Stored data
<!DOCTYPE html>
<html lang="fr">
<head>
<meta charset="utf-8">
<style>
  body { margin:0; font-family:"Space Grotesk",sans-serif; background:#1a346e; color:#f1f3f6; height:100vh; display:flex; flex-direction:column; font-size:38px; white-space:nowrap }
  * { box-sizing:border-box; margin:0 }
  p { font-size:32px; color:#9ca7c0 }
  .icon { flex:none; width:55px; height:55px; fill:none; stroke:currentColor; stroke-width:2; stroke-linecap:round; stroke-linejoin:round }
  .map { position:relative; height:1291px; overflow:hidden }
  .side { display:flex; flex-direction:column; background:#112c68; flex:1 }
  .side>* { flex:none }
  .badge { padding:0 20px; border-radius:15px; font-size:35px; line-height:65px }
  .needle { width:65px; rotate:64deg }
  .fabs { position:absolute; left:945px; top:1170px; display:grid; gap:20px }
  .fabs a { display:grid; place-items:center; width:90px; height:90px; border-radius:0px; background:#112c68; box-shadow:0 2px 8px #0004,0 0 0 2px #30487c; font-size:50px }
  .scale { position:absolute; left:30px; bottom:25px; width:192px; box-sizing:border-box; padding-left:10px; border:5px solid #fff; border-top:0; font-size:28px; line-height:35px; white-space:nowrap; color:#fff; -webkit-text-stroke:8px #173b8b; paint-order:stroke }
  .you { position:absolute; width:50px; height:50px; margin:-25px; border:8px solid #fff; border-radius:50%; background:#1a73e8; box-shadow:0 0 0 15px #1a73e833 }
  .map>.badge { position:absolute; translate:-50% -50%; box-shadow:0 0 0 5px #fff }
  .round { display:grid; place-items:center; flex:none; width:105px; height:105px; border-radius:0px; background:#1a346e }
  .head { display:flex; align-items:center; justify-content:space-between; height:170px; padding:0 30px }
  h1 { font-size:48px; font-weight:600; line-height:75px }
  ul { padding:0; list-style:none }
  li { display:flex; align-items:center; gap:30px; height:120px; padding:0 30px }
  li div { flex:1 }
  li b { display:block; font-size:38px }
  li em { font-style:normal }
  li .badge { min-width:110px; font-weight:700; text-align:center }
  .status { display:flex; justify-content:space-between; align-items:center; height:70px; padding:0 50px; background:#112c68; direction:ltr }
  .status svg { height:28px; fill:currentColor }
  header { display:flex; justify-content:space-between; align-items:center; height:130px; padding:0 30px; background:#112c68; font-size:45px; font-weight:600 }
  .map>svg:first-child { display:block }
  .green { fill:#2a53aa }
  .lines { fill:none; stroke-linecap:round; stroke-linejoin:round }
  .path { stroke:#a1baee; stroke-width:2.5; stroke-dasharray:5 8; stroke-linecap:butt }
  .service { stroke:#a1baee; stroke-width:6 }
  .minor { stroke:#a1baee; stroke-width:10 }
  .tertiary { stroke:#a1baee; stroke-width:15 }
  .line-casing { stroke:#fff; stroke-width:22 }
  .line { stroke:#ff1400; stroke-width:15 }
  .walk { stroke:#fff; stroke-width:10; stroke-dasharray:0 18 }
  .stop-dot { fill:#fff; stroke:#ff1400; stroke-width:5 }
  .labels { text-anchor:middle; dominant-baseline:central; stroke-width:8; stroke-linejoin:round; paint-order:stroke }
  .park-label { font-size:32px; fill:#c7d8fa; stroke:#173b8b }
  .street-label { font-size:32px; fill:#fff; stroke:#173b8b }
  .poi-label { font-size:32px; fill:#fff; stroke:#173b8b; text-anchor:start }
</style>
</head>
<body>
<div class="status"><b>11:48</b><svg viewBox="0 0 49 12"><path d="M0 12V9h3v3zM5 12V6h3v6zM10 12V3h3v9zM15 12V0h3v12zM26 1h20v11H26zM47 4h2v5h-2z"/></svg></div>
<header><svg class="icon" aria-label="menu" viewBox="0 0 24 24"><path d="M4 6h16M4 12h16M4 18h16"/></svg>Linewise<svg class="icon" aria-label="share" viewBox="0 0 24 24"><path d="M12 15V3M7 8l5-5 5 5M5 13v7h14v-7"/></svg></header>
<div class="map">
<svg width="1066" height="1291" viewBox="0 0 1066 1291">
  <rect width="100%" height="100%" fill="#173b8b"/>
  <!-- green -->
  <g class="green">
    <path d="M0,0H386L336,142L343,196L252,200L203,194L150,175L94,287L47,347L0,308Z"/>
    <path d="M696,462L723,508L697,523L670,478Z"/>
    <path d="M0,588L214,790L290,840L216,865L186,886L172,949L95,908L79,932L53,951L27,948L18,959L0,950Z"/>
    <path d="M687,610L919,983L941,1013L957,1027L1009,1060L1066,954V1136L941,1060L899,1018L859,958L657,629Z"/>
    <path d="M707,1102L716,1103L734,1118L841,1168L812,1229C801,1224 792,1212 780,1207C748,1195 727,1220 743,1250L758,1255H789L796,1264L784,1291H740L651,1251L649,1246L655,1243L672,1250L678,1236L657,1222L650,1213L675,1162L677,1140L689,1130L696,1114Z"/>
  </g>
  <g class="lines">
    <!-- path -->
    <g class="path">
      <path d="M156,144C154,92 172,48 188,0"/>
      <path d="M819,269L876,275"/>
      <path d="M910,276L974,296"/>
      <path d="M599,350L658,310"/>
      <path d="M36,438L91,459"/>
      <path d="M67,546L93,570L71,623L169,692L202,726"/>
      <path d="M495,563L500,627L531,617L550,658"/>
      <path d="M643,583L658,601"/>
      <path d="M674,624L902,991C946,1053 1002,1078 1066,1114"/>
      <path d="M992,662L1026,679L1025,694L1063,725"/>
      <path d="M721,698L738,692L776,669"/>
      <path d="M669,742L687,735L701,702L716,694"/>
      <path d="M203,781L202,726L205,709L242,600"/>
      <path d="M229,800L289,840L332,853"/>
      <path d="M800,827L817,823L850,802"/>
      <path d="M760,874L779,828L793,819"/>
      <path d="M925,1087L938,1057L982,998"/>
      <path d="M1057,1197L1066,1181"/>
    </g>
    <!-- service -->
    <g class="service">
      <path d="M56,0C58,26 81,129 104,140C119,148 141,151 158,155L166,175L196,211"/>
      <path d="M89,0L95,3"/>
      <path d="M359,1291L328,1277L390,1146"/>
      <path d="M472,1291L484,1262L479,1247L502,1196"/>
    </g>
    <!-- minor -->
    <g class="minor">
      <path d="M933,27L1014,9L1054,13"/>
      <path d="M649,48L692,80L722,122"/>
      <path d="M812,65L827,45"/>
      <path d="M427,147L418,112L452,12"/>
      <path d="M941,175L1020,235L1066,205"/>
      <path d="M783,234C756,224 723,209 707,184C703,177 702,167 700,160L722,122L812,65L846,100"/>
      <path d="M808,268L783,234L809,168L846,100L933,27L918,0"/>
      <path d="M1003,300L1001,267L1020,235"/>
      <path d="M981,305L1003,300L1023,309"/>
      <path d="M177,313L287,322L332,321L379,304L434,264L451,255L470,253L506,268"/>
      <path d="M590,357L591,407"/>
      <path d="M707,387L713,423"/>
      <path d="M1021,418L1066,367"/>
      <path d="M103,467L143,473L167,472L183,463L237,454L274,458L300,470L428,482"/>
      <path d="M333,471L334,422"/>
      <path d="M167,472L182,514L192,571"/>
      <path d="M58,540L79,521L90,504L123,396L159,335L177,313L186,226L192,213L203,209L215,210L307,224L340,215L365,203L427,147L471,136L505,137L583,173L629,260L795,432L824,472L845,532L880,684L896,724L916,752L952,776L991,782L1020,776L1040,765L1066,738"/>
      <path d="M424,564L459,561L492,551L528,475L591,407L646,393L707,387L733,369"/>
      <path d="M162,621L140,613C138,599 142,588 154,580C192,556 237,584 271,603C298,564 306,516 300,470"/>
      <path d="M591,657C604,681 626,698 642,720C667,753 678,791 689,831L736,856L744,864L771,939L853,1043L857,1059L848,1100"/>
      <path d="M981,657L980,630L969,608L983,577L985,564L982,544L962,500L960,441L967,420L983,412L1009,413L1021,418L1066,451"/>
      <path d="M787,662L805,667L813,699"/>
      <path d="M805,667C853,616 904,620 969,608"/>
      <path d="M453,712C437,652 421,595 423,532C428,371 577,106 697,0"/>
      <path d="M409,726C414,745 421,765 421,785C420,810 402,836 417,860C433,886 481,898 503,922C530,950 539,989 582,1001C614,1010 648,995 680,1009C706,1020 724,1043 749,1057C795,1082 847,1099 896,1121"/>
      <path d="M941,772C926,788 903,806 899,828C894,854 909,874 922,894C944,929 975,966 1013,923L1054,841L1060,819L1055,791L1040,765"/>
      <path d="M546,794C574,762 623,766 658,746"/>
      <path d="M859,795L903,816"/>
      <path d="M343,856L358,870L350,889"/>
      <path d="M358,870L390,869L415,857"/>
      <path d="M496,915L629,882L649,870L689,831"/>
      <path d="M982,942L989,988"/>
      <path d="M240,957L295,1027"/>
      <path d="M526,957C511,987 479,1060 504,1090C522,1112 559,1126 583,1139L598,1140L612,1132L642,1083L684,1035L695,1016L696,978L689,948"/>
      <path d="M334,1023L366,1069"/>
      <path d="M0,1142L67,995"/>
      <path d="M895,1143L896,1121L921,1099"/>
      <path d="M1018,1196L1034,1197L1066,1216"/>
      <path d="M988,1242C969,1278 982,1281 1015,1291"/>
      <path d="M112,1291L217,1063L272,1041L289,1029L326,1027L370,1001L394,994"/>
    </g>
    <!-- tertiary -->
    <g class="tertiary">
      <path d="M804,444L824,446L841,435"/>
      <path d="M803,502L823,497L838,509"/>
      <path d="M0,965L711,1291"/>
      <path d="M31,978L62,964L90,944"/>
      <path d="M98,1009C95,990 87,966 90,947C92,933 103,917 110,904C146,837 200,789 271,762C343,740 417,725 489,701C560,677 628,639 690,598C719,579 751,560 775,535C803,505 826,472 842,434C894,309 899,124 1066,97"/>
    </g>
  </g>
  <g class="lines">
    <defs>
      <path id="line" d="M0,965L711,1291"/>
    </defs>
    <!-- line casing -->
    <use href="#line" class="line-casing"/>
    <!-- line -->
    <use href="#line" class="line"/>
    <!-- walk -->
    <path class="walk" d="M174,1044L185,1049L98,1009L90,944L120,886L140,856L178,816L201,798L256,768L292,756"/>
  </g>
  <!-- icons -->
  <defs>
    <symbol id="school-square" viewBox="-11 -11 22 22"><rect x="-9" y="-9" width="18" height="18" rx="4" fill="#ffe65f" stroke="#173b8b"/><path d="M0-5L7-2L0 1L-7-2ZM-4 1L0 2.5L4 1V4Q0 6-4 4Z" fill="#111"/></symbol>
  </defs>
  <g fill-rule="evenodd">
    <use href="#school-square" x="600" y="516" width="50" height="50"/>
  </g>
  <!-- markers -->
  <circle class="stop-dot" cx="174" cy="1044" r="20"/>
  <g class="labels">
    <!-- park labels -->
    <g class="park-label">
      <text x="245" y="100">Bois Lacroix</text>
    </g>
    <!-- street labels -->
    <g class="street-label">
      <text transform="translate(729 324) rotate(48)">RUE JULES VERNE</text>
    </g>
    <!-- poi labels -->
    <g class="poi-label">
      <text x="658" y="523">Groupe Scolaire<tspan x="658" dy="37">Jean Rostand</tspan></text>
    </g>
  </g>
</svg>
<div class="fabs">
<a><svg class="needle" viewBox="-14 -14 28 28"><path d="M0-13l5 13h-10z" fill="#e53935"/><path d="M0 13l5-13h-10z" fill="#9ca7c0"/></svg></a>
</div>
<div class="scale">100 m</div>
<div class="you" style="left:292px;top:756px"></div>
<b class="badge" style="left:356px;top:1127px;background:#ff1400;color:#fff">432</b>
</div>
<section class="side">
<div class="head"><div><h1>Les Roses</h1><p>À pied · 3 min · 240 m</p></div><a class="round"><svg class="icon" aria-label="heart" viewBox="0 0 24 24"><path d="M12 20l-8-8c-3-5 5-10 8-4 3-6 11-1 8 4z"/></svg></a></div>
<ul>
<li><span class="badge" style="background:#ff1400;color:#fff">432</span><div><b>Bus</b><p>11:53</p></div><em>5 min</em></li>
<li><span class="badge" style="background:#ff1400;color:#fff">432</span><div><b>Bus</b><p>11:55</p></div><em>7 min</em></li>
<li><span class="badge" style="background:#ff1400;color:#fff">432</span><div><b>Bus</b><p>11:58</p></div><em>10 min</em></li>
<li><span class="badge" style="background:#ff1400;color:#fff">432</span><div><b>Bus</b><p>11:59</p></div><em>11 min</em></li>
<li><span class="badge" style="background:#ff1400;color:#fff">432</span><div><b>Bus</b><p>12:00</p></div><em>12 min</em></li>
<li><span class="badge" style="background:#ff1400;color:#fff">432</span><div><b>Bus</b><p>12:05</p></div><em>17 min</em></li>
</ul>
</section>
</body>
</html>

__Work instructions__. Go through the records above. Copy each line in which the string "scale" appears.

__Expected answer__.
  .scale { position:absolute; left:30px; bottom:25px; width:192px; box-sizing:border-box; padding-left:10px; border:5px solid #fff; border-top:0; font-size:28px; line-height:35px; white-space:nowrap; color:#fff; -webkit-text-stroke:8px #173b8b; paint-order:stroke }
<div class="scale">100 m</div>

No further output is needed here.